Task goal: Given the material below, return only the lines starting at the line with "context.lineWidth = width;" and ending at the line with "context.strokeStyle = halo;", exactly as they appear.

Information provided:
★ ★ ★ ★ ★ ★ ★

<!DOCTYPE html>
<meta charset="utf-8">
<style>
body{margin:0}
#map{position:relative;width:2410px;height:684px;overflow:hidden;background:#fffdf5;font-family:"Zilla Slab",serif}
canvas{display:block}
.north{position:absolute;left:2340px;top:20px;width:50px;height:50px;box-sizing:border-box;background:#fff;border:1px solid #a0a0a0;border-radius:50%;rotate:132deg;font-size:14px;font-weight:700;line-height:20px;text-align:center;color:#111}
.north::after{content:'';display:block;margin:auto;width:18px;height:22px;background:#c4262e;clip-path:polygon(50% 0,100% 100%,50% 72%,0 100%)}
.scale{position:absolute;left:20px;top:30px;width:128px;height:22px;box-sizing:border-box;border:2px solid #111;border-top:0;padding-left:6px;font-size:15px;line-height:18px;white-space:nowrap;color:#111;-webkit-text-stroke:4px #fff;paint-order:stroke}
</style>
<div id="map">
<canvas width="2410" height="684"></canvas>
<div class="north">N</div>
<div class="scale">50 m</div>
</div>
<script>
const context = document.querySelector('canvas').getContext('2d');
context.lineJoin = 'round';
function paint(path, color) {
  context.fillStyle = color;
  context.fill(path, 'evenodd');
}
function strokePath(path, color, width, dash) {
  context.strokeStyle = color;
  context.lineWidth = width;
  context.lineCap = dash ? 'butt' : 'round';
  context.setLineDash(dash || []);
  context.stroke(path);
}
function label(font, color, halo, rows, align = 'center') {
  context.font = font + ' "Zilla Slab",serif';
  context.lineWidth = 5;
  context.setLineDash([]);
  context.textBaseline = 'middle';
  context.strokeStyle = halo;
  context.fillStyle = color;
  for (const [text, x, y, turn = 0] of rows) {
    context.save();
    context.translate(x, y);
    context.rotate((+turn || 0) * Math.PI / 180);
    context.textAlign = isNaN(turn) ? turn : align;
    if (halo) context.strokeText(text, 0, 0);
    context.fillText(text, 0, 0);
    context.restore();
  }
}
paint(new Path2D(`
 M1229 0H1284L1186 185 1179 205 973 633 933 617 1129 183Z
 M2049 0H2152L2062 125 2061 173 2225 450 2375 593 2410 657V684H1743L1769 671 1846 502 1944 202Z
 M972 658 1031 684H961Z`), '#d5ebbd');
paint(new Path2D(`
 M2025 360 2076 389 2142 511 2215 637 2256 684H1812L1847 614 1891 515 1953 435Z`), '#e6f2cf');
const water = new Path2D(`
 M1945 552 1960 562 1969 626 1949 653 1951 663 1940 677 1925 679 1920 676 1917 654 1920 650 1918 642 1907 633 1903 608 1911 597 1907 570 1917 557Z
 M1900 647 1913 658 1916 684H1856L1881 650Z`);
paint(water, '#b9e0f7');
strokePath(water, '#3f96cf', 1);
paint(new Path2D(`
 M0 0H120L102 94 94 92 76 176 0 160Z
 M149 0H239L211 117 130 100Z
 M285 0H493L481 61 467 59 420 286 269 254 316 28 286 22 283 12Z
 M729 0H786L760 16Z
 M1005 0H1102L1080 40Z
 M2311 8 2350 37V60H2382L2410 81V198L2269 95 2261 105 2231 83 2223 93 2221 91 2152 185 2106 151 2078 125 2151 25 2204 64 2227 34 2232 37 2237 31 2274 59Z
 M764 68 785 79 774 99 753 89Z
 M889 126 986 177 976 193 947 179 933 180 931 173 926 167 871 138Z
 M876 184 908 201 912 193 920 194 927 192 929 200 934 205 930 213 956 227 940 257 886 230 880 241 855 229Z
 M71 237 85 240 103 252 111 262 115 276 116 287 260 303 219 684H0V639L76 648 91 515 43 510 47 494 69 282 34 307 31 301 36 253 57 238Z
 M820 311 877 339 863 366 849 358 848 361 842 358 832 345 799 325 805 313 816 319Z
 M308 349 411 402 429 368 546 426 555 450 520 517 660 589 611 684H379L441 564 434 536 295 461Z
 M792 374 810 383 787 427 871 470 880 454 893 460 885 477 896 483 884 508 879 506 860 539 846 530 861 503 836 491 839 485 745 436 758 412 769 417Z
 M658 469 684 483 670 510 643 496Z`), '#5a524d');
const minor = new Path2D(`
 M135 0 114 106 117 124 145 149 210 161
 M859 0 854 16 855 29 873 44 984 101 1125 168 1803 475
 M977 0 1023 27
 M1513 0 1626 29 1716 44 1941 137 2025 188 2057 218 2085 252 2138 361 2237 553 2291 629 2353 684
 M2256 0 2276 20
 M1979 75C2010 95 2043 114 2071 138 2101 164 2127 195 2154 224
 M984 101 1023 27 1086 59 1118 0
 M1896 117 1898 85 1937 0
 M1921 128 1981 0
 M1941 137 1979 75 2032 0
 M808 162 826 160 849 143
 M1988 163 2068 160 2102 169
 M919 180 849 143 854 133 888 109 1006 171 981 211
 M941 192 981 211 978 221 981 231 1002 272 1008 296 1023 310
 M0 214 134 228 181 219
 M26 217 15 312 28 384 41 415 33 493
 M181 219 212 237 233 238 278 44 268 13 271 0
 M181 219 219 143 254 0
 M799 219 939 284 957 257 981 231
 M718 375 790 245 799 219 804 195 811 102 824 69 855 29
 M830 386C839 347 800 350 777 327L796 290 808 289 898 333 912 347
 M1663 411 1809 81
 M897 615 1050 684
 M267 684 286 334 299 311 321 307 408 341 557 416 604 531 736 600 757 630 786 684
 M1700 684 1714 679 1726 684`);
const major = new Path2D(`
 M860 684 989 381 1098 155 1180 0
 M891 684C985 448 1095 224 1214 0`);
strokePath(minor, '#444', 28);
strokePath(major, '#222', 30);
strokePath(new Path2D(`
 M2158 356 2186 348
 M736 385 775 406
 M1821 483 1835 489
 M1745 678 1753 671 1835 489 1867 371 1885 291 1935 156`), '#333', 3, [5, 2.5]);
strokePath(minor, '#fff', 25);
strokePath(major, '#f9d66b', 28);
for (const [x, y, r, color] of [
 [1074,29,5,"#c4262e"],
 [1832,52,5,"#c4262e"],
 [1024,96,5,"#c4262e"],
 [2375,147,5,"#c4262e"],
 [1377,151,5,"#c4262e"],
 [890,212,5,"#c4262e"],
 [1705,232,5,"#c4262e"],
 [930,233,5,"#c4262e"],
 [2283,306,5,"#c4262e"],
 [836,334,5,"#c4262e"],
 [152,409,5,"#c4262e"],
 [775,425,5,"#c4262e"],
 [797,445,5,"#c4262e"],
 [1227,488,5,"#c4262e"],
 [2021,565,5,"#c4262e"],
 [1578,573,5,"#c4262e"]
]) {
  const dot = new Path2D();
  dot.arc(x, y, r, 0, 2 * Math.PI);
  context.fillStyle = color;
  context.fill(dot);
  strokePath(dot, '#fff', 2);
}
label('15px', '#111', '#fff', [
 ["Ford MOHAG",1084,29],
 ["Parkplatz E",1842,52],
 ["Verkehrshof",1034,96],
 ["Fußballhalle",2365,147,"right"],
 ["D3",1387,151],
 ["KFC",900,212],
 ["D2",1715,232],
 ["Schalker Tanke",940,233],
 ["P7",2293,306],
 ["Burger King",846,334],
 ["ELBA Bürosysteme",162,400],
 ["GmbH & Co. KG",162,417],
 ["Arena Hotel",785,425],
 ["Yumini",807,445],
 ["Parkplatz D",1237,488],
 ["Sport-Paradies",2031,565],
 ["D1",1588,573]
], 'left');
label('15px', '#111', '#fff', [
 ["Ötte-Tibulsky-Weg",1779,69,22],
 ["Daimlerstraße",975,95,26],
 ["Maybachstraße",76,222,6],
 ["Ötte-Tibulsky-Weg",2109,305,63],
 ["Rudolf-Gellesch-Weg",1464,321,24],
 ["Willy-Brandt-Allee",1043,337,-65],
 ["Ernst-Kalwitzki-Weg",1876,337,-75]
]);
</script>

★ ★ ★ ★ ★ ★ ★

Your response:
  context.lineWidth = width;
  context.lineCap = dash ? 'butt' : 'round';
  context.setLineDash(dash || []);
  context.stroke(path);
}
function label(font, color, halo, rows, align = 'center') {
  context.font = font + ' "Zilla Slab",serif';
  context.lineWidth = 5;
  context.setLineDash([]);
  context.textBaseline = 'middle';
  context.strokeStyle = halo;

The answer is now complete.